After Two African Coups, Functioning Democracies Brought Down in Ancient Mali and Guinea-Bissau
Democracy, elections and voting at Democracy Chronicles
West African grouping calls summit on Mali, Guinea-Bissau
AFP – Tensions eased in post-coup Mali on Friday after the release of 22 political prisoners and as the regional grouping ECOWAS announced a summit on the crisis next week. Leaders of the Economic Community of West African States will meet in Abidjan on Thursday when they will also address the crisis.
Guinea-Bissau from CIA Factbook:
Since independence from Portugal in 1974, Guinea-Bissau has experienced considerable political and military upheaval. In 1980, a military coup established authoritarian dictator Joao Bernardo ‘Nino’ VIEIRA as president. Despite setting a path to a market economy and multiparty system, VIEIRA’s regime was characterized by the suppression of political opposition and the purging of political rivals. Several coup attempts through the 1980s and early 1990s failed to unseat him. In 1994 VIEIRA was elected president in the country’s first free elections.
A military mutiny and resulting civil war in 1998 eventually led to VIEIRA’s ouster in May 1999. In February 2000, a transitional government turned over power to opposition leader Kumba YALA after he was elected president in transparent polling. In September 2003, after only three years in office, YALA was overthrown in a bloodless military coup, and businessman Henrique ROSA was sworn in as interim president.

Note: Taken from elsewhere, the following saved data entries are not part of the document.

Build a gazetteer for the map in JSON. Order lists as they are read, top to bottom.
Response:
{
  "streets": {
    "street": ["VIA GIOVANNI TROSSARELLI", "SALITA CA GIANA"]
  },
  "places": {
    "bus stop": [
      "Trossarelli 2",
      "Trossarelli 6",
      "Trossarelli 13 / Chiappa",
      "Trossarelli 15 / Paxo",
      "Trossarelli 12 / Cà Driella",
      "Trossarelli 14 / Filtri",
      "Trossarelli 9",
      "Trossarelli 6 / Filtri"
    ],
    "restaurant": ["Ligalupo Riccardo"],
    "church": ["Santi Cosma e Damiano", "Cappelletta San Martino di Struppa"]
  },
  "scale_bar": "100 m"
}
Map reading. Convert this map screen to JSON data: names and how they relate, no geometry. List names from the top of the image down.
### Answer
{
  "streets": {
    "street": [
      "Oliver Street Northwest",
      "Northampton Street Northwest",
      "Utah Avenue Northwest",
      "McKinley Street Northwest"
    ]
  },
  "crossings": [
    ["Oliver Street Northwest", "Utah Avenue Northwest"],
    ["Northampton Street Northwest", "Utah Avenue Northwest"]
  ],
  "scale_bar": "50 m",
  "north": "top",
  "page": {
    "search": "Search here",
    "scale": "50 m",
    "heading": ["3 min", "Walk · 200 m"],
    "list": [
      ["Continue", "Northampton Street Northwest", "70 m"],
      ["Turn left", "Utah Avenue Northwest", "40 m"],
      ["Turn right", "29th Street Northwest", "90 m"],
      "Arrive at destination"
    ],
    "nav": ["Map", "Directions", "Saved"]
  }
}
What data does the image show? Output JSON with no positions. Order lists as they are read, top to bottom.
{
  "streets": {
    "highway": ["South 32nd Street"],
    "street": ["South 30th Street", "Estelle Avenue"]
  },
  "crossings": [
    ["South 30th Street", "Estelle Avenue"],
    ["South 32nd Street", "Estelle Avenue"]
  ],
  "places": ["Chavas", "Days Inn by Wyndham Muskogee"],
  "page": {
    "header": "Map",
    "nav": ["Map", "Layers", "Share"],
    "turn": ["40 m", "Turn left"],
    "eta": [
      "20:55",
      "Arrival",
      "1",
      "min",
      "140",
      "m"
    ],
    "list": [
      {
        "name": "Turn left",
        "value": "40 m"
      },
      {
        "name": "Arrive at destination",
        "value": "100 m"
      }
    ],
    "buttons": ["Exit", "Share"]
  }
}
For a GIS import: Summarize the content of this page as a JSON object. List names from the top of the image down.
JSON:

In 2005, former President VIEIRA was re-elected president pledging to pursue economic development and national reconciliation; he was assassinated in March 2009. Malam Bacai SANHA was elected in an emergency election held in June 2009, but he passed away in January 2012 from an existing illness. A military coup in April 2012 prevented Guinea-Bissau’s second-round presidential election – to determine SANHA’s successor – from taking place.